About this task
Please output the listing below character for character and omit the images.

──────── Supplied data

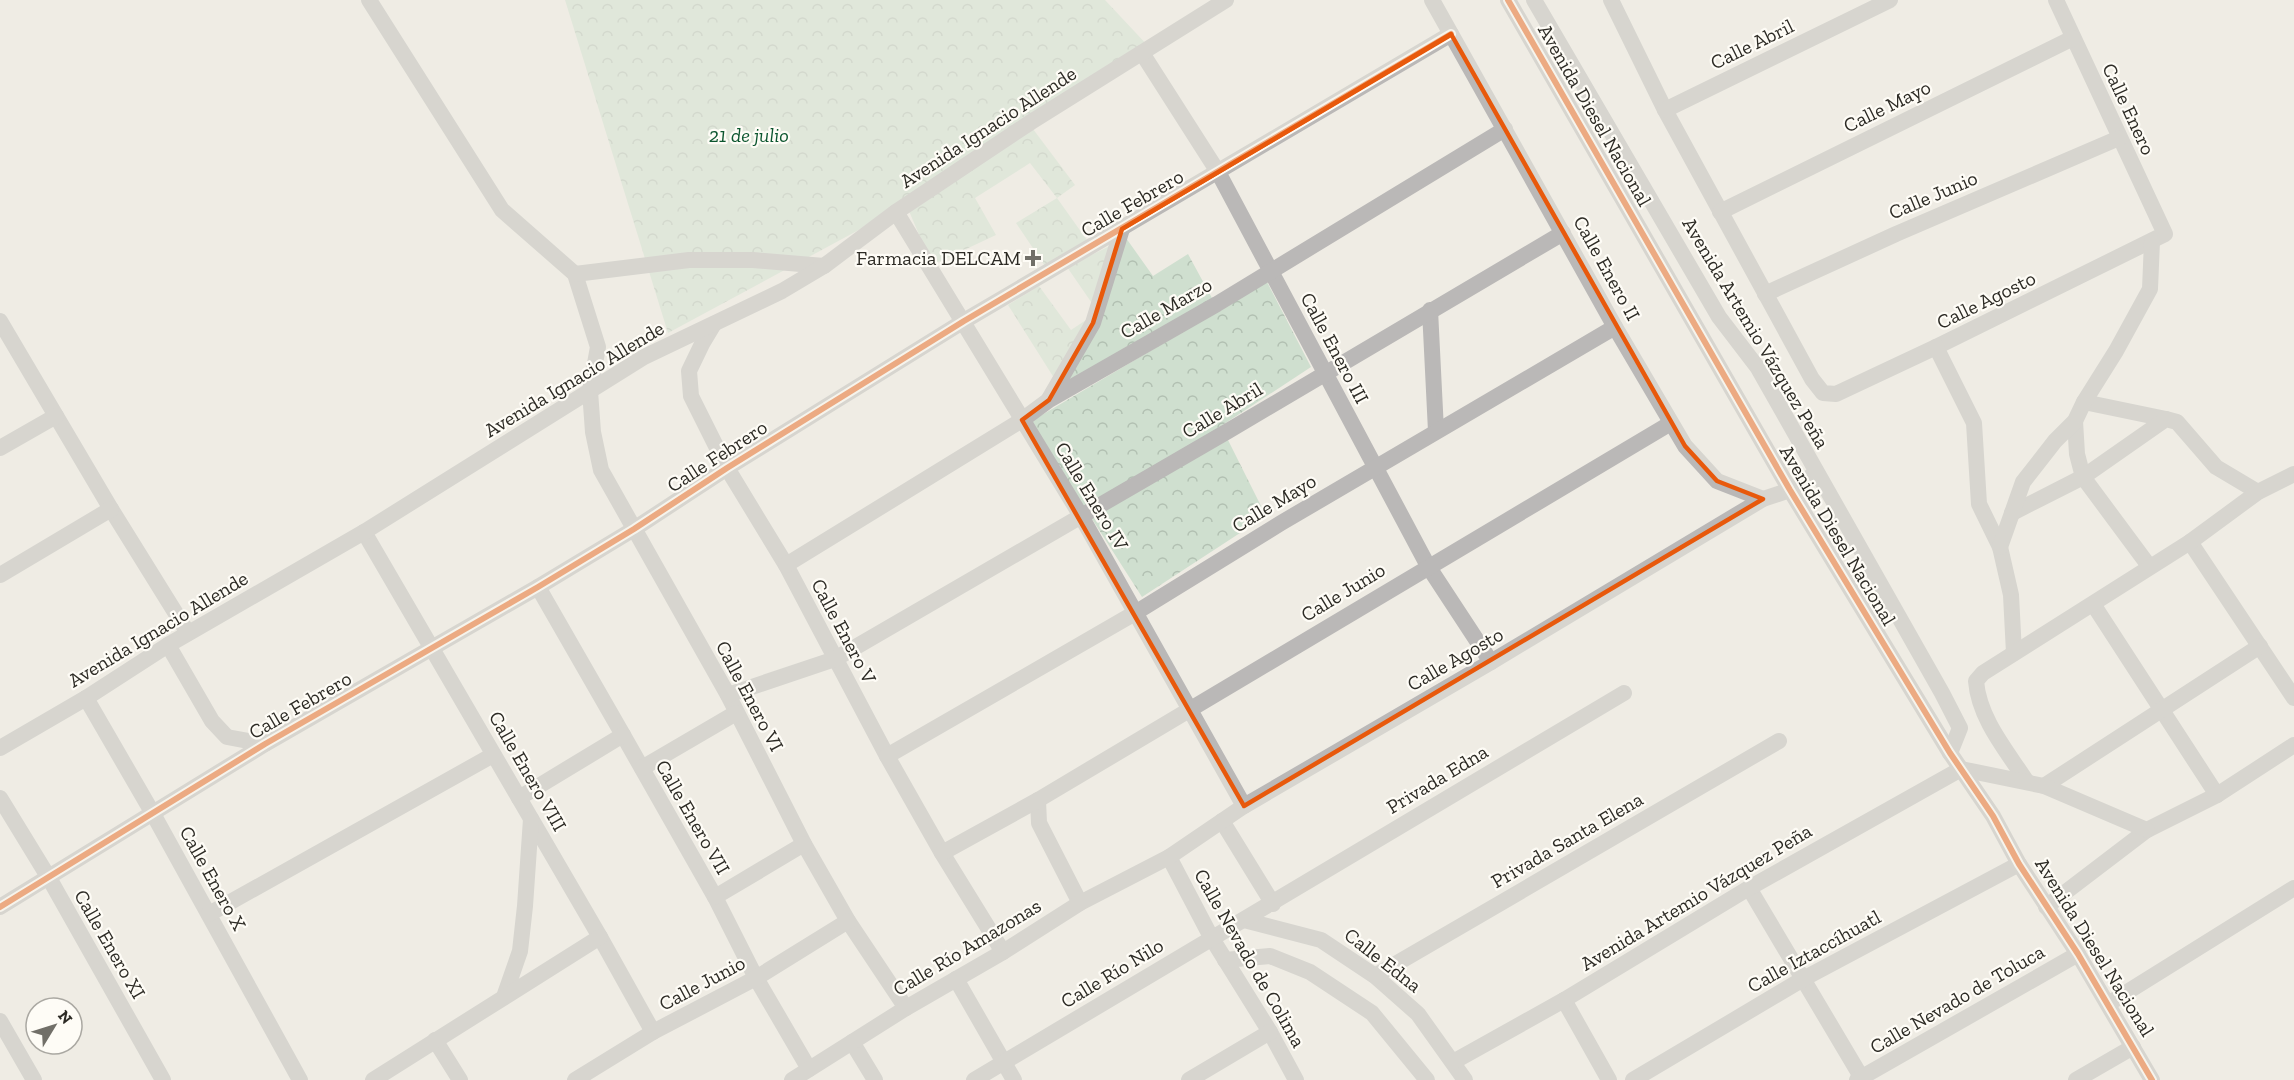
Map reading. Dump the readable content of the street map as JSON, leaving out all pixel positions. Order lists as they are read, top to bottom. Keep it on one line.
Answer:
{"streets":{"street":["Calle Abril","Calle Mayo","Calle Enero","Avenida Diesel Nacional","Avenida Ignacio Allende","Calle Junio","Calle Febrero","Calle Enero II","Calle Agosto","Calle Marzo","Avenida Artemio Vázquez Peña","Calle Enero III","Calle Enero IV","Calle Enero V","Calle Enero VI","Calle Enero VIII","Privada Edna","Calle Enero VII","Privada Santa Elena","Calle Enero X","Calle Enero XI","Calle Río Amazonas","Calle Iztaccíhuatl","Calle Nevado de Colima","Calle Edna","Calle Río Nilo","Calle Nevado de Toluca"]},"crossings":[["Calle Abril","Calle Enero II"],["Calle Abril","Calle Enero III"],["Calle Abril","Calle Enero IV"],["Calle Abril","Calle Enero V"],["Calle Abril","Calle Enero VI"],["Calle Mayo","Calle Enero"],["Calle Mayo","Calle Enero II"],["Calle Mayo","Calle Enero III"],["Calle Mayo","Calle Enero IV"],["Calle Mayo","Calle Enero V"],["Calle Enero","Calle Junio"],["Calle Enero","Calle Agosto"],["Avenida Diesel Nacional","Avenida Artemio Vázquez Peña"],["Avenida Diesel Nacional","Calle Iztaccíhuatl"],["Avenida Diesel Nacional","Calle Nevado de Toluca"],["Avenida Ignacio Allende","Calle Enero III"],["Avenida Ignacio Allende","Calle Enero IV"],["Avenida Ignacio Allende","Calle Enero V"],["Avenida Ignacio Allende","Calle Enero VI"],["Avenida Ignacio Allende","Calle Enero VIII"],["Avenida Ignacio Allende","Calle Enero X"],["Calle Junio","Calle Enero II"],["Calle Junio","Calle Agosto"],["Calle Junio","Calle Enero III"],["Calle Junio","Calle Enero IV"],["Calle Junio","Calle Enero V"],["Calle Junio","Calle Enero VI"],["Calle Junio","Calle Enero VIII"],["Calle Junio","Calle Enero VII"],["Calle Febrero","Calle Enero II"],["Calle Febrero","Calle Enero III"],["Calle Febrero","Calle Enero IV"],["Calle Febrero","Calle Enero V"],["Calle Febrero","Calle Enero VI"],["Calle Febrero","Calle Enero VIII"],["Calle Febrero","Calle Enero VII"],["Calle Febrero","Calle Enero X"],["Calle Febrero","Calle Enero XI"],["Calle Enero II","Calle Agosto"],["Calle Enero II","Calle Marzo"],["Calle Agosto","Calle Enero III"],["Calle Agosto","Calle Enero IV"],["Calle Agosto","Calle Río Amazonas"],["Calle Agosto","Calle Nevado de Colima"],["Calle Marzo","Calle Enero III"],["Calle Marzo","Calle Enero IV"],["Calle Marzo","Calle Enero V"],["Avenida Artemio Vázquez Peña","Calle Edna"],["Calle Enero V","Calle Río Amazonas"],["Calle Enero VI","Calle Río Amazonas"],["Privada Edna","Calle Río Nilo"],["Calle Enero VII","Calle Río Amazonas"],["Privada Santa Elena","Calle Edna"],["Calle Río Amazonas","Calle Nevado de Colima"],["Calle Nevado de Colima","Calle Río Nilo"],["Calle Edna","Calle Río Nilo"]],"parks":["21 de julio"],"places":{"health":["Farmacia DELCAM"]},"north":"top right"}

────────────────

Written response
Map reading. Dump the readable content of the street map as JSON, leaving out all pixel positions. Order lists as they are read, top to bottom. Keep it on one line.
Answer:
{"streets":{"street":["Calle Abril","Calle Mayo","Calle Enero","Avenida Diesel Nacional","Avenida Ignacio Allende","Calle Junio","Calle Febrero","Calle Enero II","Calle Agosto","Calle Marzo","Avenida Artemio Vázquez Peña","Calle Enero III","Calle Enero IV","Calle Enero V","Calle Enero VI","Calle Enero VIII","Privada Edna","Calle Enero VII","Privada Santa Elena","Calle Enero X","Calle Enero XI","Calle Río Amazonas","Calle Iztaccíhuatl","Calle Nevado de Colima","Calle Edna","Calle Río Nilo","Calle Nevado de Toluca"]},"crossings":[["Calle Abril","Calle Enero II"],["Calle Abril","Calle Enero III"],["Calle Abril","Calle Enero IV"],["Calle Abril","Calle Enero V"],["Calle Abril","Calle Enero VI"],["Calle Mayo","Calle Enero"],["Calle Mayo","Calle Enero II"],["Calle Mayo","Calle Enero III"],["Calle Mayo","Calle Enero IV"],["Calle Mayo","Calle Enero V"],["Calle Enero","Calle Junio"],["Calle Enero","Calle Agosto"],["Avenida Diesel Nacional","Avenida Artemio Vázquez Peña"],["Avenida Diesel Nacional","Calle Iztaccíhuatl"],["Avenida Diesel Nacional","Calle Nevado de Toluca"],["Avenida Ignacio Allende","Calle Enero III"],["Avenida Ignacio Allende","Calle Enero IV"],["Avenida Ignacio Allende","Calle Enero V"],["Avenida Ignacio Allende","Calle Enero VI"],["Avenida Ignacio Allende","Calle Enero VIII"],["Avenida Ignacio Allende","Calle Enero X"],["Calle Junio","Calle Enero II"],["Calle Junio","Calle Agosto"],["Calle Junio","Calle Enero III"],["Calle Junio","Calle Enero IV"],["Calle Junio","Calle Enero V"],["Calle Junio","Calle Enero VI"],["Calle Junio","Calle Enero VIII"],["Calle Junio","Calle Enero VII"],["Calle Febrero","Calle Enero II"],["Calle Febrero","Calle Enero III"],["Calle Febrero","Calle Enero IV"],["Calle Febrero","Calle Enero V"],["Calle Febrero","Calle Enero VI"],["Calle Febrero","Calle Enero VIII"],["Calle Febrero","Calle Enero VII"],["Calle Febrero","Calle Enero X"],["Calle Febrero","Calle Enero XI"],["Calle Enero II","Calle Agosto"],["Calle Enero II","Calle Marzo"],["Calle Agosto","Calle Enero III"],["Calle Agosto","Calle Enero IV"],["Calle Agosto","Calle Río Amazonas"],["Calle Agosto","Calle Nevado de Colima"],["Calle Marzo","Calle Enero III"],["Calle Marzo","Calle Enero IV"],["Calle Marzo","Calle Enero V"],["Avenida Artemio Vázquez Peña","Calle Edna"],["Calle Enero V","Calle Río Amazonas"],["Calle Enero VI","Calle Río Amazonas"],["Privada Edna","Calle Río Nilo"],["Calle Enero VII","Calle Río Amazonas"],["Privada Santa Elena","Calle Edna"],["Calle Río Amazonas","Calle Nevado de Colima"],["Calle Nevado de Colima","Calle Río Nilo"],["Calle Edna","Calle Río Nilo"]],"parks":["21 de julio"],"places":{"health":["Farmacia DELCAM"]},"north":"top right"}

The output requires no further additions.